Ormai convinti della necessità di articolare definitivamente soluzioni legate alla Questione Morale sollevata da Enrico Berlinguer e di approfittare dei “vuoti di potere” resi visibili dalla Tangentopoli ci si continuava a barcamenare tra ciò che era moralmente giusto, legalmente giusto, eticamente giusto dimenticando che ciò che è veramente giusto è l’espressione della volontà della gente, di chi vive nelle sconcezze provocate e non volute, pagando di nuovo tutto quello che era stato già pagato in anticipo.
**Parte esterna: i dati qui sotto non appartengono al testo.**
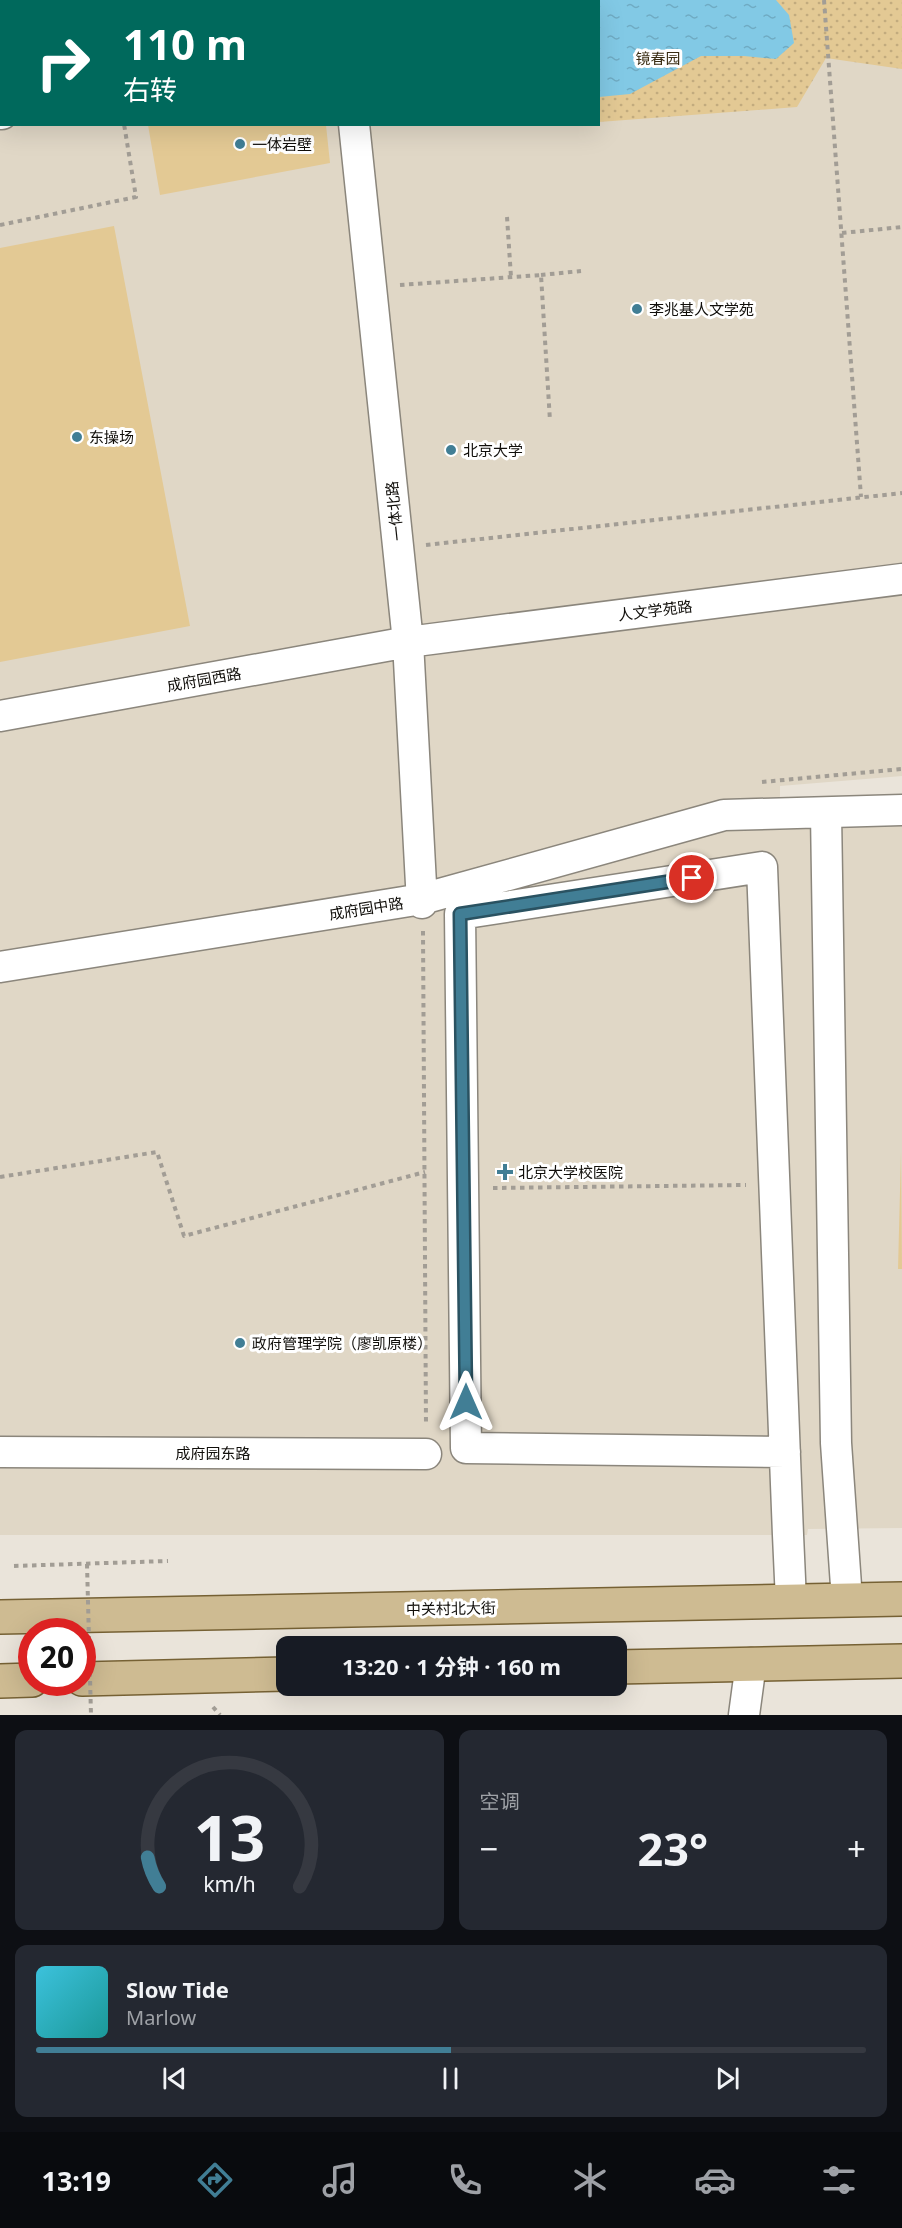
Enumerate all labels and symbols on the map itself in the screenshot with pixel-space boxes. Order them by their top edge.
park label: 镜春园 [635,48,681,68]
place label: 一体岩壁 [252,134,312,154]
marker: 一体岩壁 [233,137,247,151]
place label: 李兆基人文学苑 [649,299,754,319]
marker: 李兆基人文学苑 [630,302,644,316]
place label: 东操场 [89,427,134,447]
marker: 东操场 [70,430,84,444]
place label: 北京大学 [463,440,523,460]
marker: 北京大学 [444,443,458,457]
street label: 一体北路 [381,480,407,542]
street label: 人文学苑路 [617,596,693,624]
street label: 成府园西路 [165,663,243,695]
pin [666,852,717,903]
street label: 成府园中路 [327,892,405,924]
place label: 北京大学校医院 [518,1162,623,1182]
marker: 北京大学校医院 [496,1163,514,1181]
place label: 政府管理学院（廖凯原楼） [252,1333,432,1353]
marker: 政府管理学院（廖凯原楼） [233,1336,247,1350]
position arrow [434,1370,498,1434]
street label: 成府园东路 [175,1443,251,1463]
street label: 中关村北大街 [406,1597,496,1619]
speed limit sign: 20 [18,1618,96,1696]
E’ una risata che ci rapisce, che ci racconta molte cose ma è, anche, una risata che dovrebbe preoccupare chi pensa di speculare ancora fregandosene delle “carriole” che vigilano attente e premurose, che sanno aspettare con la dignità che il mondo invidia, che hanno fatto diventare il simbolo di un lavoro semplice e umile lo stemma di un partito eterno.

La risata, come la “carriola”, è il ricordo di tutto ciò che non esiste più; è la forza che preme nel petto di ogni aquilano; è la raffica di sentimenti che ricostruisce nei cieli dei pensieri spariti i nomi di tutte le persone che il terremoto lo hanno potuto solo subire e non raccontare.

Abbiamo il dovere, per loro, di affidare alla Storia la memoria attuale lasciata sopravvivere alle schegge del tempo impietoso.